IDataReader dataRead = null;
try
{
    dataRead = new DataReaderObject()
    //Call database
}
finally
{
    if(dataRead != null)
    {
        dataRead.Dispose();
    }
}

From what I understand, it is generally good practice for you use the former on objects that inherit from IDisposable since it will ensure proper freeing of resources.

As for using IDisposable yourself, the implementation is up to you. Once you inherit from it you should ensure the method contains the code needed to dispose of any DB connections you may have manually created, freeing of resources that may remain or prevent the object from being destroyed, or just cleaning up large resource pools (like images). This also includes unmanaged resources, for instance, code marked inside an "unsafe" block is essentially unmanaged code that can allow for direct memory manipulation, something that definitely needs cleaning up.

The term "unmanaged resource" is something of a misnomer. The essential concept is that of a paired action--performing one action creates a need to perform some cleanup action. Opening a file creates a need to close it. Dialing a modem creates a need to hang up. A system may survive a failure to perform a cleanup operation, but the consequences may be severe.

When an object is said to "hold unmanaged resources", what is really meant is that the object has the information and impetus necessary to perform some required cleanup operation on some other entity, and there's no particular reason to believe that information and impetus exists anywhere else. If the only object with such information and impetus is completely abandoned, the required cleanup operation will never occur. The purpose of .Dispose is to force an object to perform any required cleanup, so that it may be safely abandoned.

To provide some protection against code which abandons objects without first calling Dispose, the system allows classes to register for "finalization". If an object of a registered class is abandoned, the system will give the object a chance to perform cleanup operation on other entities before it is abandoned for good. There's no guarantee as to how quickly the system will notice that an object has been abandoned, however, and various circumstances may prevent an object from being offered its chance to clean up. The term "managed resource" is sometimes used to refer to an object which will have to perform some cleanup before it's abandoned, but which will automatically register and attempt to perform such cleanup if someone fails to call Dispose.

Yes, you're responsible to call the Dispose method - or better use using statement. If an object is implementing IDisposable, you should always dispose it, no matter what.
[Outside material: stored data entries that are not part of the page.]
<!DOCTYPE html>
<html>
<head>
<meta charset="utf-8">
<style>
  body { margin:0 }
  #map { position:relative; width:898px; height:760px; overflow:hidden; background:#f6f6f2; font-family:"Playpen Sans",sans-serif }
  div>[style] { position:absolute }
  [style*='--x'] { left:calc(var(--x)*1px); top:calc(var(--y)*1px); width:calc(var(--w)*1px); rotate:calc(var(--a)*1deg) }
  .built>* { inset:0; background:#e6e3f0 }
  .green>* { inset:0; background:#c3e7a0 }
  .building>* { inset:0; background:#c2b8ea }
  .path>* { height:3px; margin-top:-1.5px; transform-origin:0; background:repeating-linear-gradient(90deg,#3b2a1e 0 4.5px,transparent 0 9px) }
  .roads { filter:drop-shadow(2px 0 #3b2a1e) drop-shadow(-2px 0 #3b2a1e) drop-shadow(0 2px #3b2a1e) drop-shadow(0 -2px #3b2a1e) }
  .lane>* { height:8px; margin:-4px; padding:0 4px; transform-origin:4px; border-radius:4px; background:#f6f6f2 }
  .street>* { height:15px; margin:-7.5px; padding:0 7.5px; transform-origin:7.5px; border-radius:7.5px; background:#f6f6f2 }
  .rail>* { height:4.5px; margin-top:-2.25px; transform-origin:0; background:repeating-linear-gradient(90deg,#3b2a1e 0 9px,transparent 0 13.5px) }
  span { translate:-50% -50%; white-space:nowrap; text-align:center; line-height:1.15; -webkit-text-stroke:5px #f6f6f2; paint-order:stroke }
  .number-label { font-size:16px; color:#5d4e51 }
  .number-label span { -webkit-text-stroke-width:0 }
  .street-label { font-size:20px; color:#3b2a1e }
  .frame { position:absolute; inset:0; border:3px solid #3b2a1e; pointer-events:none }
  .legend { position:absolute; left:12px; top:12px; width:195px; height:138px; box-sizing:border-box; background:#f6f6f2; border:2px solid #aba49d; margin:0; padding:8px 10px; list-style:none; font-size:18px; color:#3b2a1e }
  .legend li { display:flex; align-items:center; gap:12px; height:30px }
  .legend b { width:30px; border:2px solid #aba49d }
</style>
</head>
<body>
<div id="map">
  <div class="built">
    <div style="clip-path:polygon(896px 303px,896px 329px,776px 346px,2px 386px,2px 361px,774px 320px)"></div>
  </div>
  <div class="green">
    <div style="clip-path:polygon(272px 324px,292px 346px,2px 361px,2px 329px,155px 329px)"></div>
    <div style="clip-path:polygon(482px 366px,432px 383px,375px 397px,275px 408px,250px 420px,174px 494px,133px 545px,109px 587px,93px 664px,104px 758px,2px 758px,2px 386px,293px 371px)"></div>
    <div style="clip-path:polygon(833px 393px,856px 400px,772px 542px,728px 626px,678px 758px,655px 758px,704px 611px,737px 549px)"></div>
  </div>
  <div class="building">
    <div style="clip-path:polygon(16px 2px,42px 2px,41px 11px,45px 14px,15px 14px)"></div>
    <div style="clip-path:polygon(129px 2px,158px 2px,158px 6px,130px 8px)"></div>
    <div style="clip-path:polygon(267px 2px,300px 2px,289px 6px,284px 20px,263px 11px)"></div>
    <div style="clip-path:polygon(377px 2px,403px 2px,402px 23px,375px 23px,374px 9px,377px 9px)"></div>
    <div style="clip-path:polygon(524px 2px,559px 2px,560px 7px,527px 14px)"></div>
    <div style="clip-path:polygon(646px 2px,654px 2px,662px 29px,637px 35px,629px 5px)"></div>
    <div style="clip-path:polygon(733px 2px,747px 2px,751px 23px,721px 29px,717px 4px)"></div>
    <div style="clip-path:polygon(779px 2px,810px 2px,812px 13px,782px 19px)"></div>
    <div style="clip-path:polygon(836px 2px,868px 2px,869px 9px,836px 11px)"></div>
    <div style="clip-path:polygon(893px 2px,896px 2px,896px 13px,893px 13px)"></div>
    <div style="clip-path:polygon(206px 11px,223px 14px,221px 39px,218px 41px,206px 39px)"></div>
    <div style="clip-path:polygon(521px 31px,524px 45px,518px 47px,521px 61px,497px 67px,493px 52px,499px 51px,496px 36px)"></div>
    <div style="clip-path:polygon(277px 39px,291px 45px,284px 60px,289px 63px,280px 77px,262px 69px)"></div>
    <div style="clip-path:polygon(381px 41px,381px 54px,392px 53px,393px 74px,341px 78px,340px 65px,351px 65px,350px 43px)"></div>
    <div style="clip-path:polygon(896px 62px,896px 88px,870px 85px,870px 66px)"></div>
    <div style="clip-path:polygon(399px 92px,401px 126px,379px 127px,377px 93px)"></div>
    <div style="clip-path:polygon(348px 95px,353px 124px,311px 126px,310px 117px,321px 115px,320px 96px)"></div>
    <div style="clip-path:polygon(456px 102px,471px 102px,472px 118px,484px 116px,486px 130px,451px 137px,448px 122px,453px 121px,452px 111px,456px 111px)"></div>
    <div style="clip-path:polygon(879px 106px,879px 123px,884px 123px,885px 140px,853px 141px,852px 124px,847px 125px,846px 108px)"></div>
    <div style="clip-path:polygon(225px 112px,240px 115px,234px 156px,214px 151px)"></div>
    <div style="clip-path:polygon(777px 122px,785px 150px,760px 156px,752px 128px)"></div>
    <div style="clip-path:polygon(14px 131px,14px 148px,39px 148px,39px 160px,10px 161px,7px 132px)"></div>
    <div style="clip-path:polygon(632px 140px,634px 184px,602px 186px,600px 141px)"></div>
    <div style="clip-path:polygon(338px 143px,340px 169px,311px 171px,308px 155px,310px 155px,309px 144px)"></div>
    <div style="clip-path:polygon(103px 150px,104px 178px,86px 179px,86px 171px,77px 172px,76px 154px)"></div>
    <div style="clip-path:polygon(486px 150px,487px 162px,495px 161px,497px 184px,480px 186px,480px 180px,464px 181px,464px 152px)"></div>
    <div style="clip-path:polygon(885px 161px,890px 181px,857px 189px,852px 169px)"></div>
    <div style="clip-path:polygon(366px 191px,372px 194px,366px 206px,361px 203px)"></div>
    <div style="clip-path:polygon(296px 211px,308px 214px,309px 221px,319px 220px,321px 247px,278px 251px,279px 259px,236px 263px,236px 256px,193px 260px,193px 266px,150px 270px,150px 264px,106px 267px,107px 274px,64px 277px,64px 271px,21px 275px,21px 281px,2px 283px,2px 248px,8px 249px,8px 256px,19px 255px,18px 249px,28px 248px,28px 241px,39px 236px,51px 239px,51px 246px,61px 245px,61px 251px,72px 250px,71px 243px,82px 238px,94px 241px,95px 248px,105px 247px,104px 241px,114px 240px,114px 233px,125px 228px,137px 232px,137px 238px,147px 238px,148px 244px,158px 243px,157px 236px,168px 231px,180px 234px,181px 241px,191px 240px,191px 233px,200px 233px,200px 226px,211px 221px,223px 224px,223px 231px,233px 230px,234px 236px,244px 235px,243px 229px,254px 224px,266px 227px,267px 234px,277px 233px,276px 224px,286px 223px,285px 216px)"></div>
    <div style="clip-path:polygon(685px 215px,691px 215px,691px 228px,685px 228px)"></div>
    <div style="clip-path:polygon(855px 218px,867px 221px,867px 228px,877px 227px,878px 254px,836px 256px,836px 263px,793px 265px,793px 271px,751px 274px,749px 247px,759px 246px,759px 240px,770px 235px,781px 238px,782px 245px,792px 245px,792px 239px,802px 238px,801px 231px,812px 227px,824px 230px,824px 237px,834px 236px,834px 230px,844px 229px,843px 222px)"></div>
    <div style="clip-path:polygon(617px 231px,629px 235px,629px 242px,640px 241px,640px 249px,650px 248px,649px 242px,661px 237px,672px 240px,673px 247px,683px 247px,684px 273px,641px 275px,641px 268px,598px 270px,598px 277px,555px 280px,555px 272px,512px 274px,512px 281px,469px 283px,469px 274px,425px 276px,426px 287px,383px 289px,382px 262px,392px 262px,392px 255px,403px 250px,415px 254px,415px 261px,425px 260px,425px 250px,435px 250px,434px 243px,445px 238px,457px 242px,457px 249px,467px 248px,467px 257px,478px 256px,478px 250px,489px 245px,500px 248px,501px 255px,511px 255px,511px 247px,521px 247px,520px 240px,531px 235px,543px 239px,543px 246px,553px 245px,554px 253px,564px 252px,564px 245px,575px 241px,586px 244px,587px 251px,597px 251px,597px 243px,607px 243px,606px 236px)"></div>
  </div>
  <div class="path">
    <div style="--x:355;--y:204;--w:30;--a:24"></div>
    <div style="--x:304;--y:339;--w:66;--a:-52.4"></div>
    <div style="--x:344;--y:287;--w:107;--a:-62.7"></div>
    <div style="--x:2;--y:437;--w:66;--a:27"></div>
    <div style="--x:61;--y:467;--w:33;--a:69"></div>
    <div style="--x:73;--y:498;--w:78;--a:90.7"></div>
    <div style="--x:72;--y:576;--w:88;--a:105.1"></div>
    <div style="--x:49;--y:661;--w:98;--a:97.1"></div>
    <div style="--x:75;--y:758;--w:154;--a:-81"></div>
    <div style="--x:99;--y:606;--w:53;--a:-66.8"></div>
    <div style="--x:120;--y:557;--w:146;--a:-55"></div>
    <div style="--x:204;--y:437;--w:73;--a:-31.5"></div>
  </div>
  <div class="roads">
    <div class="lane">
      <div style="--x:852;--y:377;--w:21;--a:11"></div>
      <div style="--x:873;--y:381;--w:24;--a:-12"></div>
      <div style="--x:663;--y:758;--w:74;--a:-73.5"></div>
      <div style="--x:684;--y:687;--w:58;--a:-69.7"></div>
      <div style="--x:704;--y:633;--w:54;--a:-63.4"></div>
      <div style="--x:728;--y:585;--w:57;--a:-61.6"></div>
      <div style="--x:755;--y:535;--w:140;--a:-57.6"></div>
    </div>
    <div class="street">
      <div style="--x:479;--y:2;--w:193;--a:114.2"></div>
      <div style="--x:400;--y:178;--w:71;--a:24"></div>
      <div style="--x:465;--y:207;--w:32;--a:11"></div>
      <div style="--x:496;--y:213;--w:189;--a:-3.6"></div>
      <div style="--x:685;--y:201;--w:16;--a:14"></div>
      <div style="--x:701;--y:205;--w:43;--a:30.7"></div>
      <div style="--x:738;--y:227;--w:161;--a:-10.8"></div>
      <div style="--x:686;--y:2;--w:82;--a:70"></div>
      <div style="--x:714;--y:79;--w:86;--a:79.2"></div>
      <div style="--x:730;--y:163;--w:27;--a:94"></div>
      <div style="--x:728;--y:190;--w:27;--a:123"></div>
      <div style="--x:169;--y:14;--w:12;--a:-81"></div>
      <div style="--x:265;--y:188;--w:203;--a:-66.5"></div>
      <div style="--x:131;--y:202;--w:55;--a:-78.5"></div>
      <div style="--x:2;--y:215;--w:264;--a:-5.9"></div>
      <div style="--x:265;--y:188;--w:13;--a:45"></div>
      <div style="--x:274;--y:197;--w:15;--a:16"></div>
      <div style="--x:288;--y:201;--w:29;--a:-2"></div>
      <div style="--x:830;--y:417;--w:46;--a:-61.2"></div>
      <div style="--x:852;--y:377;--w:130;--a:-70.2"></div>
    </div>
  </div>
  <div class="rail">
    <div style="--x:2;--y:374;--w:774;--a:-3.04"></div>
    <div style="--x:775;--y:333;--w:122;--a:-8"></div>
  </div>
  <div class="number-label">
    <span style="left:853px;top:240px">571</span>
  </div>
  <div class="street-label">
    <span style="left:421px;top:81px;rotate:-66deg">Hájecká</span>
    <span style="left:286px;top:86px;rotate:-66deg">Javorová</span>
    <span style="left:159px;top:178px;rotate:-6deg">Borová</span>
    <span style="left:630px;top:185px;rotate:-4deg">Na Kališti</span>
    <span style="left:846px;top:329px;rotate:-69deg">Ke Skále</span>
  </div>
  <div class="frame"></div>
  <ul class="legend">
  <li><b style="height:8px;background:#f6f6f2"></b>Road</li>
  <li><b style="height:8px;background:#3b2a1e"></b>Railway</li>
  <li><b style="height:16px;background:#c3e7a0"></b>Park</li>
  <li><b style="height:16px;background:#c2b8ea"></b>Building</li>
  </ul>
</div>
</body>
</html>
using (var myObj = new Whatever())
{
   // ..
}

is similar to

{
  var myObj;
  try
  {
     myObj = new Whatever();
     // ..
  } 
  finally
  {
    if (myObj != null)
    {
      ((IDisposable)myObj).Dispose();
    }
  }
} // object scope ends here

EDIT: Added try/finally thanks to Talljoe - wow, that's complicated to get it right :)

EDIT2: I am not saying that you should use the second variant. I just wanted to show that "using" is nice syntactic sugar for a bunch of code that can get quite messy and hard to get right.
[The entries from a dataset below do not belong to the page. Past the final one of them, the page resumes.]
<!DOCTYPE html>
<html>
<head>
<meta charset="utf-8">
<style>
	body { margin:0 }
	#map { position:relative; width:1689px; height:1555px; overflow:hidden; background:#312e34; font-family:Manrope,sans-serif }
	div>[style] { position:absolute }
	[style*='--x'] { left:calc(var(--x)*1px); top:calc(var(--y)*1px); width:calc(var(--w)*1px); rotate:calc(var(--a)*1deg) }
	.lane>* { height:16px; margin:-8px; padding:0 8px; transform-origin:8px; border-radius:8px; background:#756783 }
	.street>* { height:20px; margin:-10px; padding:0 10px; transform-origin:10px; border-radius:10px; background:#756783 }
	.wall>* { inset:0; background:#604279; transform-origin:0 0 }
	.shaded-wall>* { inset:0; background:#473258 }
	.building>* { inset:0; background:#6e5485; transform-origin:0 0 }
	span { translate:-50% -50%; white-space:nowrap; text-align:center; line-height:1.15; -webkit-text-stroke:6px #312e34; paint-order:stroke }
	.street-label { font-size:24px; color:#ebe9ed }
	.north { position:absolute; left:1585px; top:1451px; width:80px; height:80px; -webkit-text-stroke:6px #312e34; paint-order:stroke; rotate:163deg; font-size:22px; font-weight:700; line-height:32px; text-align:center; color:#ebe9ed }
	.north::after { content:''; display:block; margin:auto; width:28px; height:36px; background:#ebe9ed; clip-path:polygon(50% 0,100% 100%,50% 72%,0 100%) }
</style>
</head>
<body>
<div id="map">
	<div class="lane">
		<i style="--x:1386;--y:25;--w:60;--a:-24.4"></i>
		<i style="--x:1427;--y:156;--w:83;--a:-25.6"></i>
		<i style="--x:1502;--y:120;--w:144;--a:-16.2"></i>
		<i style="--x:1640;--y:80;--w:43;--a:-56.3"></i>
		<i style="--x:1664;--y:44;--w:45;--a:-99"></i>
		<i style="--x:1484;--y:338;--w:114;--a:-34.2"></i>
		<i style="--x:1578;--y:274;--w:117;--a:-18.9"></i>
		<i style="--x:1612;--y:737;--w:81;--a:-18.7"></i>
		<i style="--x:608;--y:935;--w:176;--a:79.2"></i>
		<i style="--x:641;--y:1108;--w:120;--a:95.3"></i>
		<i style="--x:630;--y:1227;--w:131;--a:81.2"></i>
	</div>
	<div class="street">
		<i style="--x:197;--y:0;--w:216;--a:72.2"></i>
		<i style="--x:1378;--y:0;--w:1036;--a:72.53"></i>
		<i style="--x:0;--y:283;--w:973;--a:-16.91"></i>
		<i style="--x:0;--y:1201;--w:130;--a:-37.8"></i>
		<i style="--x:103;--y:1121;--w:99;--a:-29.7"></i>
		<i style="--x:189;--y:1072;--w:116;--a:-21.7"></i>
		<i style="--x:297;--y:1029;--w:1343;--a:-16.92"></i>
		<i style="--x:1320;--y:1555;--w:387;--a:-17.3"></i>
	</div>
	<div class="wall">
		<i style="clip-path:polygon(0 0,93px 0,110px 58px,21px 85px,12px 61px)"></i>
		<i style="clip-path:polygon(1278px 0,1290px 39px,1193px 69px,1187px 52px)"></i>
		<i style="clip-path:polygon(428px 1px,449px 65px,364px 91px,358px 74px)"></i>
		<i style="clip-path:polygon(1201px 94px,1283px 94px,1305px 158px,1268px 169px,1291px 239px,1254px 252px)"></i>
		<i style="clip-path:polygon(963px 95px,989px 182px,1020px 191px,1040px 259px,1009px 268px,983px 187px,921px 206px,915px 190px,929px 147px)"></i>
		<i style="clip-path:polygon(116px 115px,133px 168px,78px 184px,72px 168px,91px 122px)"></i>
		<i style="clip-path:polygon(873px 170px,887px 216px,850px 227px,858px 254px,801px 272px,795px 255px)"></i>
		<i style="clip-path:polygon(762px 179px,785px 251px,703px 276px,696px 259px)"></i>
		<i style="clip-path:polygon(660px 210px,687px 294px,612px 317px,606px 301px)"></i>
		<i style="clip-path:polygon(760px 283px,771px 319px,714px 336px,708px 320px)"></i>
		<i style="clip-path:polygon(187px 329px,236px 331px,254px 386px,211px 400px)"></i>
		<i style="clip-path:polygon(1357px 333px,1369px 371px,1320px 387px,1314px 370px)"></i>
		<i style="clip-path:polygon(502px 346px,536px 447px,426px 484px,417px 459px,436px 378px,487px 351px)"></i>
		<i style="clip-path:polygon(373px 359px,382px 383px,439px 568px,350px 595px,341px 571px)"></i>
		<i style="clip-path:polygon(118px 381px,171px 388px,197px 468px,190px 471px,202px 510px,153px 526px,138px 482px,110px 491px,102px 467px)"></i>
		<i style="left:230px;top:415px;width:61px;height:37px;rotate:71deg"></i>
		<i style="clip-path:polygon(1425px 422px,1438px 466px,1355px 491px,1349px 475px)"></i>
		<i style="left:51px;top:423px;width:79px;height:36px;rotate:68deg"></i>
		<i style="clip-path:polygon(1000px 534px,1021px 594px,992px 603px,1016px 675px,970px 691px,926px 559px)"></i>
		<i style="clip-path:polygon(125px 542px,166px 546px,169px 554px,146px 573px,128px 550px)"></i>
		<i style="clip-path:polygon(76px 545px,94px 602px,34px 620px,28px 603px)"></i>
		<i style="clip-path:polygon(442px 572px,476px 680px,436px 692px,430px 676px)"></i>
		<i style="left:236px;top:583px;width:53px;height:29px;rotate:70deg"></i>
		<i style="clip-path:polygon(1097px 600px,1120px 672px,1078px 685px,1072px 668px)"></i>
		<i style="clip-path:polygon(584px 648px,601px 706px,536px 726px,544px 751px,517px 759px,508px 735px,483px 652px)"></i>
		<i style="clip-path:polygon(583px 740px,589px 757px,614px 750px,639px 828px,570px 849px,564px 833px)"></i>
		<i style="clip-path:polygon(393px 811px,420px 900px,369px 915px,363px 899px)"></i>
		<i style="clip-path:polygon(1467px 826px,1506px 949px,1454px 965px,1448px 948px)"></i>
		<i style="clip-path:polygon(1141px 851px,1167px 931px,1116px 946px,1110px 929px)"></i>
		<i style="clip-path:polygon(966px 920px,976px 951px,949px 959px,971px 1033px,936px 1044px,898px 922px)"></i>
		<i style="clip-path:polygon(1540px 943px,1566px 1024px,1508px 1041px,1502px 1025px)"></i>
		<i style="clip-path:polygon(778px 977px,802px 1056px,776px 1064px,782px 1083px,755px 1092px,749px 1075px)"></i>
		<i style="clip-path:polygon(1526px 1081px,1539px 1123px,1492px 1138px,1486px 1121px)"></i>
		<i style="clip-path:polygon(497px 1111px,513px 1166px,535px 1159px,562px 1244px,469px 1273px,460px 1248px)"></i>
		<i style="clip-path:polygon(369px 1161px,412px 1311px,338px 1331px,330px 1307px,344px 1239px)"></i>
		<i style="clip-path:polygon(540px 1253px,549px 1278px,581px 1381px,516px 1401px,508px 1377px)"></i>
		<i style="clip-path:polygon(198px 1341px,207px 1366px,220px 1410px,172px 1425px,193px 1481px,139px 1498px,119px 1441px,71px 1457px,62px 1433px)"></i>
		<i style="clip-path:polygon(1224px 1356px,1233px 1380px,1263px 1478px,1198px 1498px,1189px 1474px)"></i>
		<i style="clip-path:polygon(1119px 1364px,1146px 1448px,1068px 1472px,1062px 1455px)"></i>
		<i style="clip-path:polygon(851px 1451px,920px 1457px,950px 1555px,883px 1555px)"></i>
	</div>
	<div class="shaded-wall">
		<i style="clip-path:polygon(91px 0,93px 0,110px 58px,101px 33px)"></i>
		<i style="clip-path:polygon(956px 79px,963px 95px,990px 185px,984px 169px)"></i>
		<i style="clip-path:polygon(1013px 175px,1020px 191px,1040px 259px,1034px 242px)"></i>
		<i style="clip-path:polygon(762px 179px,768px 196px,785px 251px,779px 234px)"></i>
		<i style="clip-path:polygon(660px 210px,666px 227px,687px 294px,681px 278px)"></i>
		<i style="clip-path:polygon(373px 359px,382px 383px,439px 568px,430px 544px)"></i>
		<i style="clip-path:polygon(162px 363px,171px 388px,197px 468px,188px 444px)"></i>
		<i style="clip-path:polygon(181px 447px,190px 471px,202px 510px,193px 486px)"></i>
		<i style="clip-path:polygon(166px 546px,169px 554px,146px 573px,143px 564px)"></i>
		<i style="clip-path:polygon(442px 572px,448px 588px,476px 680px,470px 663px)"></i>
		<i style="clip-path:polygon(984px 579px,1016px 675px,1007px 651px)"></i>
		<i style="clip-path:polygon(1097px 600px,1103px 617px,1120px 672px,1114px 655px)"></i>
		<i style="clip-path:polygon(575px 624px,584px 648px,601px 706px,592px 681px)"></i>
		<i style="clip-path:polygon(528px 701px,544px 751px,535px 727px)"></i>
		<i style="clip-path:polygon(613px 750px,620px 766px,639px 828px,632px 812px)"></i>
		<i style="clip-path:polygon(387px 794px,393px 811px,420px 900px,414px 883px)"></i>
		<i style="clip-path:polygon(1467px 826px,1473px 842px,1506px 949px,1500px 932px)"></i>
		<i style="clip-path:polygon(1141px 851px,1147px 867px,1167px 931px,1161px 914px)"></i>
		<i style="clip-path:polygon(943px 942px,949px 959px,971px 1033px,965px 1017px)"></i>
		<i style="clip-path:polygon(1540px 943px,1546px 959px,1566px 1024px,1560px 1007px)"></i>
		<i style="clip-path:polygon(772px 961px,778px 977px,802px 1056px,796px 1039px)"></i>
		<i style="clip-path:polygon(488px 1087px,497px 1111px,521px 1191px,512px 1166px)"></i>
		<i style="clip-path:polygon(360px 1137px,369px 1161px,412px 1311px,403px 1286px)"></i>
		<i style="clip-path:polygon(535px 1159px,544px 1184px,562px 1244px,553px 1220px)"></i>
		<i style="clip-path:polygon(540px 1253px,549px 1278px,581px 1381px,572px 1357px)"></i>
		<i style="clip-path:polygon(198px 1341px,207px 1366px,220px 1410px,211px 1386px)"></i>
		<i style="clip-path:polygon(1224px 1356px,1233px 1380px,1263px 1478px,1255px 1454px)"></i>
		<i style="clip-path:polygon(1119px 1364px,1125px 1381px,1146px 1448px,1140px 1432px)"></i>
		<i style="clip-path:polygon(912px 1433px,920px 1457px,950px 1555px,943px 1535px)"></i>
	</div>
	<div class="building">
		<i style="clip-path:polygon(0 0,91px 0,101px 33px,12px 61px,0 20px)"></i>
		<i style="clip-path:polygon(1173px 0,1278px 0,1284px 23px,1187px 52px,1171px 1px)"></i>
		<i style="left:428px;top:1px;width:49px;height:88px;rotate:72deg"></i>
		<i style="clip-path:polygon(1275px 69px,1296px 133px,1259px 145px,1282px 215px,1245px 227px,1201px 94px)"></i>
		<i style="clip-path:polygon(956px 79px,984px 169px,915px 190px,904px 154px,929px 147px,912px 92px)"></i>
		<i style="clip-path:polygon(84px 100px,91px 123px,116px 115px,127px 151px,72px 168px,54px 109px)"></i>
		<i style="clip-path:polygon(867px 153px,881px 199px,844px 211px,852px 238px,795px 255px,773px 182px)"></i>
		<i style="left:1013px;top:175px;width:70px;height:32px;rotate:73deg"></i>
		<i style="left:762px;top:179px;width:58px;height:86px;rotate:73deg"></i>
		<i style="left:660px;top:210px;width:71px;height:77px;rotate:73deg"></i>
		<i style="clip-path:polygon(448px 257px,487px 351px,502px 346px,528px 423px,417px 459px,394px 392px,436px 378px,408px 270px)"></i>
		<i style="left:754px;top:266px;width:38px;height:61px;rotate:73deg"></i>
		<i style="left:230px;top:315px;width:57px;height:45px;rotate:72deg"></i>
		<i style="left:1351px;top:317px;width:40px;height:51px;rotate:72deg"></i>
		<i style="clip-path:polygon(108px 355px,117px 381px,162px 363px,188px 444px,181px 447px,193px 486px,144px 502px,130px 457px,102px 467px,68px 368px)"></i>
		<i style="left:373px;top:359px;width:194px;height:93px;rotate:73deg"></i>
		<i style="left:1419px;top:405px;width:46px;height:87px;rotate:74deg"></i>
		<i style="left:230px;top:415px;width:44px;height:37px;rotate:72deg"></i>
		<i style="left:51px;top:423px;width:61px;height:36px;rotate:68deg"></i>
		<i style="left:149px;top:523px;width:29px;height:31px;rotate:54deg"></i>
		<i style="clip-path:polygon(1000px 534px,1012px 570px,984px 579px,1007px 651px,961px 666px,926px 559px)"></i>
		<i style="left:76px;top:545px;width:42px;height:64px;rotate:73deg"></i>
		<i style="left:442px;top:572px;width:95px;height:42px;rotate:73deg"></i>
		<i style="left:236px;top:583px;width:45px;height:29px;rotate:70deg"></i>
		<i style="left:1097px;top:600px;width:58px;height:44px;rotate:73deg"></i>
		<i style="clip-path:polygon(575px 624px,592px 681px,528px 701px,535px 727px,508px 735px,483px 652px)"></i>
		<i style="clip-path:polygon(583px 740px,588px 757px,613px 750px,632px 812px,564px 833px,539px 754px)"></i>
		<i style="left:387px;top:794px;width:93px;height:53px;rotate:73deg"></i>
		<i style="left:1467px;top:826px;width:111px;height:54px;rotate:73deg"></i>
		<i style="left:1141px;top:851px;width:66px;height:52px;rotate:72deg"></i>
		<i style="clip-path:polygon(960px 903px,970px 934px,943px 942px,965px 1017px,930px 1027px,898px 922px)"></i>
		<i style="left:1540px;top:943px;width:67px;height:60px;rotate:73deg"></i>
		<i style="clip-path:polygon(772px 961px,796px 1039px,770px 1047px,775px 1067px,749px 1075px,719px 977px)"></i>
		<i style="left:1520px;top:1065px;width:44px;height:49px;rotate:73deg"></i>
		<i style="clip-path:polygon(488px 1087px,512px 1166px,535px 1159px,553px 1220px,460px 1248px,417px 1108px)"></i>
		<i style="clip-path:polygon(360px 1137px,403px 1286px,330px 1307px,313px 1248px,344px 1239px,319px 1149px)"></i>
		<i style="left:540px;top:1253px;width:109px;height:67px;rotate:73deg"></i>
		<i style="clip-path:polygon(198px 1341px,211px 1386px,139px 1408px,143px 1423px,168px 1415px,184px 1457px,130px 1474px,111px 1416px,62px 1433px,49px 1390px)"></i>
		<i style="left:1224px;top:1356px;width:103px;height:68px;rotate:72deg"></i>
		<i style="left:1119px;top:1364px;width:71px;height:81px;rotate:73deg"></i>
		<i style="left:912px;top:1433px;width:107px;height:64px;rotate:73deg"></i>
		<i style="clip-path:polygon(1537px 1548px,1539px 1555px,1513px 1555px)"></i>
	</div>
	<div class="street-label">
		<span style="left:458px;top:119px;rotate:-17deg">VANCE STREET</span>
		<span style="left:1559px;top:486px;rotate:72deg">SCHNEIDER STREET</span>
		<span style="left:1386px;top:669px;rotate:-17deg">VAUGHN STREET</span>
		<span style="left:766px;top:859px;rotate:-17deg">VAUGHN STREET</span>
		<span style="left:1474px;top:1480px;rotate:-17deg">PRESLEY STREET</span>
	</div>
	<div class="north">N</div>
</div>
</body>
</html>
Why should it matter to you?

When possible I wrap the scope of a disposable object in a using. This calls dispose at the end of the using. When not I explicitly call dispose whenever I no longer need the object.

Whether for reason 1 or reason 2 is not necessary.

One piece that is missing here is the finalizer - my habit has been if I implement IDisposable I also have a finalizer to call Dispose() just in case my client doesn't. Yes, it adds overhead but if Dispose() IS called than the GC.SuppressFinalize(this) call eliminates it.